WHAT TO PRODUCE
State how many lines in this listing include the word "labels", and nothing else.

RECORD EXTRACTS
===

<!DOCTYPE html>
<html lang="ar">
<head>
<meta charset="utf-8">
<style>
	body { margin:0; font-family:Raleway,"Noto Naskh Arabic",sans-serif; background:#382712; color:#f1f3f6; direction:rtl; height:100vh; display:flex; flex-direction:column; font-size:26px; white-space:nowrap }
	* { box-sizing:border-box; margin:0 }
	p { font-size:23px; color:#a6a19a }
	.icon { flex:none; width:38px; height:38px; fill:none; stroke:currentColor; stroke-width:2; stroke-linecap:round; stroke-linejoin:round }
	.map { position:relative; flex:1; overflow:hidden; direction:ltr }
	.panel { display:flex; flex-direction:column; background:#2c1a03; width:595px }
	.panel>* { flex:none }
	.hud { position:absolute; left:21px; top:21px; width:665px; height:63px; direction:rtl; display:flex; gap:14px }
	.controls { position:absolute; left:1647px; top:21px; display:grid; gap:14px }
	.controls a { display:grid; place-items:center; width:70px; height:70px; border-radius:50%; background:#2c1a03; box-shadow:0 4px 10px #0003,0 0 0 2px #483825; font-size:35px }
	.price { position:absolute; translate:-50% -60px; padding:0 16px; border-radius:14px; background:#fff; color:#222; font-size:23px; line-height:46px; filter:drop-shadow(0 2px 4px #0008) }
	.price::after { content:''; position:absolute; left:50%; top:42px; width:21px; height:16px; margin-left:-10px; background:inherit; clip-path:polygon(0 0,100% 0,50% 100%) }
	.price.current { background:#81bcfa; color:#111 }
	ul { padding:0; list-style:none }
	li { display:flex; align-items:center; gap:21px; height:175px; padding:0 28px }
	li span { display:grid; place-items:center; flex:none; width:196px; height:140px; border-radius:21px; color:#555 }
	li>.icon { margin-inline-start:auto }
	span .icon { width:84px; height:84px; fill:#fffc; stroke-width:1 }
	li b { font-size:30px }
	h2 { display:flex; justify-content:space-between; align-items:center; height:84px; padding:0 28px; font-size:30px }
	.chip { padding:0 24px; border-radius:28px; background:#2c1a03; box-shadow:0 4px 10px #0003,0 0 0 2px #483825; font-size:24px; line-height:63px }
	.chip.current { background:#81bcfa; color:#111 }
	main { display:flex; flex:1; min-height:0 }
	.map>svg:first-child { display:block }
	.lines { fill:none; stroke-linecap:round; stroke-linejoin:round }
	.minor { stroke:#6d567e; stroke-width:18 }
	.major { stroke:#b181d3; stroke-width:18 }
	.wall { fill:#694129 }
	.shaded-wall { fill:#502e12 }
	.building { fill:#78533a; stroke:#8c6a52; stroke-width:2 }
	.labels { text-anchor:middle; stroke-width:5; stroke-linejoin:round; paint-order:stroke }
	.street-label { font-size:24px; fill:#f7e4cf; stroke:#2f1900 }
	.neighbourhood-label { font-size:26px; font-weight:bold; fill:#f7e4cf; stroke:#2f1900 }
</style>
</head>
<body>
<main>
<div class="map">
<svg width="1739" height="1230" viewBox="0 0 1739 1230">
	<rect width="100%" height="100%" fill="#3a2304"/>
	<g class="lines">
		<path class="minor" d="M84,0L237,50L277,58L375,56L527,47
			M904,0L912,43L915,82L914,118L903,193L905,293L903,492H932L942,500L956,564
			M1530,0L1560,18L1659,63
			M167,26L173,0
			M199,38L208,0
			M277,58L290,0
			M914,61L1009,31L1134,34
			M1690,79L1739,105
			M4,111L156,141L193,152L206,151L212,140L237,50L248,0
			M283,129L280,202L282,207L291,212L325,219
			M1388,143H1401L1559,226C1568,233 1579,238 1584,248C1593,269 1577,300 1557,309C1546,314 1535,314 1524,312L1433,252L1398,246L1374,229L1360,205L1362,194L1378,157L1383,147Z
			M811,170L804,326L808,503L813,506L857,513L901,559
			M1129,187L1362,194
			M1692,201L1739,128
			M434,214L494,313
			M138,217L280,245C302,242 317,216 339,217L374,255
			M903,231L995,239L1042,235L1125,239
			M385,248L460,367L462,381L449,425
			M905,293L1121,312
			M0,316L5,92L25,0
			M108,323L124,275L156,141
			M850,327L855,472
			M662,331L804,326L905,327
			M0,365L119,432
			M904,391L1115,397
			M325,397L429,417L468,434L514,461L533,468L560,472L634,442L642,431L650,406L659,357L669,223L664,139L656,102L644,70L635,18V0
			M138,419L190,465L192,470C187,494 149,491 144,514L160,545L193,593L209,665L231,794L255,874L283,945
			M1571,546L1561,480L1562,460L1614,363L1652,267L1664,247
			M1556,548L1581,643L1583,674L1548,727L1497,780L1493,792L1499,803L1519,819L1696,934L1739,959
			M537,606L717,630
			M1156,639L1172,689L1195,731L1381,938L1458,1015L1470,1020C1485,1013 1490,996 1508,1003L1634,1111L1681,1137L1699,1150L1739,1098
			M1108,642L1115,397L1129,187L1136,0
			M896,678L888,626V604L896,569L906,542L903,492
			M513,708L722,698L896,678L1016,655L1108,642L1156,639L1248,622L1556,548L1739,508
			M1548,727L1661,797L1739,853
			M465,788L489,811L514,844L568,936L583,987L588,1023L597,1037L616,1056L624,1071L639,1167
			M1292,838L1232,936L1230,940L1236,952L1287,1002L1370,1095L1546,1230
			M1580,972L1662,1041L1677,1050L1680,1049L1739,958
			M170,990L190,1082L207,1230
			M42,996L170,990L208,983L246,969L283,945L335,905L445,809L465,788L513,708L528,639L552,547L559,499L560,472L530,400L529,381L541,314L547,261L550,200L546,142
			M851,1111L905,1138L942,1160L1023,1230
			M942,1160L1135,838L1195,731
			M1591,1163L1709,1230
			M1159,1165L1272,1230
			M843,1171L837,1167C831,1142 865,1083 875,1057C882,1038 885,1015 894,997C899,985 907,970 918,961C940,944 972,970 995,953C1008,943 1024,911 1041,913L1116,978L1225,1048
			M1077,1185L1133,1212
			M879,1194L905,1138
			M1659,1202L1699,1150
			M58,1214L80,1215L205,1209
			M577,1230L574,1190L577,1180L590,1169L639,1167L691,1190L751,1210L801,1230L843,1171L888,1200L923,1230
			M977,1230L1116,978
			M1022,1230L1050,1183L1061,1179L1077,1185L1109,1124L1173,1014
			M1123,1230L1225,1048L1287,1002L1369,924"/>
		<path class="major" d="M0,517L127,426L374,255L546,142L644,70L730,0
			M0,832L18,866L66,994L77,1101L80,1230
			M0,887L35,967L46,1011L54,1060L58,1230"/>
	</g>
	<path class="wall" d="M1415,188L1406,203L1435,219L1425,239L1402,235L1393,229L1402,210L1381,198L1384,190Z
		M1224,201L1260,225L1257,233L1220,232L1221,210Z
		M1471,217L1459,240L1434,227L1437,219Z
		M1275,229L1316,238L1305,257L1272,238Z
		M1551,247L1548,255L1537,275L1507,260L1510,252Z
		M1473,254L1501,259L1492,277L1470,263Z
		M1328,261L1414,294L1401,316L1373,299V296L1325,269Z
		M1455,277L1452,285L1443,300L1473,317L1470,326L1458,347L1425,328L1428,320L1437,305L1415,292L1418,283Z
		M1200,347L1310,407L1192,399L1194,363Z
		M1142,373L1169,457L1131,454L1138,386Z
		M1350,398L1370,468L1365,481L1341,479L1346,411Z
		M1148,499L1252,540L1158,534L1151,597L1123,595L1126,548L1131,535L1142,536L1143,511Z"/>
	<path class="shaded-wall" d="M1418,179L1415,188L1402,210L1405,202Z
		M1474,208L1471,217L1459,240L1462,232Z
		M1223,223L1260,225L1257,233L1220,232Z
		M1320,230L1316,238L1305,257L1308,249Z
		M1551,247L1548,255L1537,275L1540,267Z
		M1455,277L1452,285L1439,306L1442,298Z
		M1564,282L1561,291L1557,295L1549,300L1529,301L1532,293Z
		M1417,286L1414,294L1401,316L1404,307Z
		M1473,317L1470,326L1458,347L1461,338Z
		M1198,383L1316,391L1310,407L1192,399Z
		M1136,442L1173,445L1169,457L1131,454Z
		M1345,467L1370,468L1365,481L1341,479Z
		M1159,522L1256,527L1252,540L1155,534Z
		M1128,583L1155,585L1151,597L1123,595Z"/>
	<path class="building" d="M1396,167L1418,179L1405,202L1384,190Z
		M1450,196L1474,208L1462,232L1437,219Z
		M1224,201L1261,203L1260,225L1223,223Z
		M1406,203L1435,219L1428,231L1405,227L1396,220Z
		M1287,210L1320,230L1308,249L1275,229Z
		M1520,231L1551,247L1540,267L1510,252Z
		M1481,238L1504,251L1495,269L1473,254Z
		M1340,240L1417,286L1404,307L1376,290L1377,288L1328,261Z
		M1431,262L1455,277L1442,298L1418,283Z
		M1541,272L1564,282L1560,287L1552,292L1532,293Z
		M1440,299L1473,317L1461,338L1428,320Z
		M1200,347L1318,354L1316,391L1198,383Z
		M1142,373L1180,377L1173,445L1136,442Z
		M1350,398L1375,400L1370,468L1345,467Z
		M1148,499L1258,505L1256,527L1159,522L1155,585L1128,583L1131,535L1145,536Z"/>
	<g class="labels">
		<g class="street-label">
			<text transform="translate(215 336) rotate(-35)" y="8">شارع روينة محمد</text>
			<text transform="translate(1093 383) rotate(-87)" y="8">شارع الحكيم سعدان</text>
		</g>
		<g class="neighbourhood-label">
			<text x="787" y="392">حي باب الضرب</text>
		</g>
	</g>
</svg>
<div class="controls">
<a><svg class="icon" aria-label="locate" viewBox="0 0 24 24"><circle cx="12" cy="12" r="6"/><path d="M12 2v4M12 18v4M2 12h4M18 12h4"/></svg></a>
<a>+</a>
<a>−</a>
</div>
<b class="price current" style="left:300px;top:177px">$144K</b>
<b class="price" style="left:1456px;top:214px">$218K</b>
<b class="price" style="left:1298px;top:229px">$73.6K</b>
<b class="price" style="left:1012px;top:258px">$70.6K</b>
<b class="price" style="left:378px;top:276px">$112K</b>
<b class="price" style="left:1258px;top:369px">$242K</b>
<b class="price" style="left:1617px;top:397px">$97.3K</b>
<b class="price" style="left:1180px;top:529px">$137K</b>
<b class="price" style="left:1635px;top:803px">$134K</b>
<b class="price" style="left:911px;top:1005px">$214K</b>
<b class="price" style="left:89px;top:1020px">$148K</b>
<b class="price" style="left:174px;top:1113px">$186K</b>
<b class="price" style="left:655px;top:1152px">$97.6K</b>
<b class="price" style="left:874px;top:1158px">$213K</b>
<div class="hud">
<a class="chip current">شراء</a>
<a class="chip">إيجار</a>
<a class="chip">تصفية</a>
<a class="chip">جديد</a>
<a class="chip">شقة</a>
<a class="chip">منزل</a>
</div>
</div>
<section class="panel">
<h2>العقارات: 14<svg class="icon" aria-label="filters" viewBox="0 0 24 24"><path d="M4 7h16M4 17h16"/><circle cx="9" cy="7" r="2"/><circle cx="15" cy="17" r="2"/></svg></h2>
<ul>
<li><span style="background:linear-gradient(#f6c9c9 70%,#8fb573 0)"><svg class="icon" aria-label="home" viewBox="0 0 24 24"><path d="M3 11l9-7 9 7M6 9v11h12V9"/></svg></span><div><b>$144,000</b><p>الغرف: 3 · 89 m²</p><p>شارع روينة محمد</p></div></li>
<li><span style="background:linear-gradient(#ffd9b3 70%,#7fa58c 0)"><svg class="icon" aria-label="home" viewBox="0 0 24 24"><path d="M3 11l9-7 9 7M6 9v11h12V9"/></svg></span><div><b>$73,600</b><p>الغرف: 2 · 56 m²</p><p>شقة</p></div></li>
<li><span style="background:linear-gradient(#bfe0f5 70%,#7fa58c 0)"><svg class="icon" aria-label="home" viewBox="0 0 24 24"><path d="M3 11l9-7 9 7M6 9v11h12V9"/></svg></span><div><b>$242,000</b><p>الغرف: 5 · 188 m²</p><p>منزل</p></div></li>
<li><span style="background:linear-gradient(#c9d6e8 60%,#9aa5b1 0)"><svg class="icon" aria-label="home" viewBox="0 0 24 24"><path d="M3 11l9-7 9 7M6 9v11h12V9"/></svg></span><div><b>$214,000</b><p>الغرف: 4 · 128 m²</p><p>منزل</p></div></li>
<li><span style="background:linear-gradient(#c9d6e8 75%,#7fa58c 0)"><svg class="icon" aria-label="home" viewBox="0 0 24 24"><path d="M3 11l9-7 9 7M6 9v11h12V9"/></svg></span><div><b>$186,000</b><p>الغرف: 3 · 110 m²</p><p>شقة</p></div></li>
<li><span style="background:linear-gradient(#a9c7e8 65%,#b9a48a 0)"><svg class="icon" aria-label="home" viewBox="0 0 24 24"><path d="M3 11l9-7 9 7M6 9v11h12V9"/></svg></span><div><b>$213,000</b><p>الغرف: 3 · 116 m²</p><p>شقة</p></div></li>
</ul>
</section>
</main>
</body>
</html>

===

EXERCISE ANSWER
2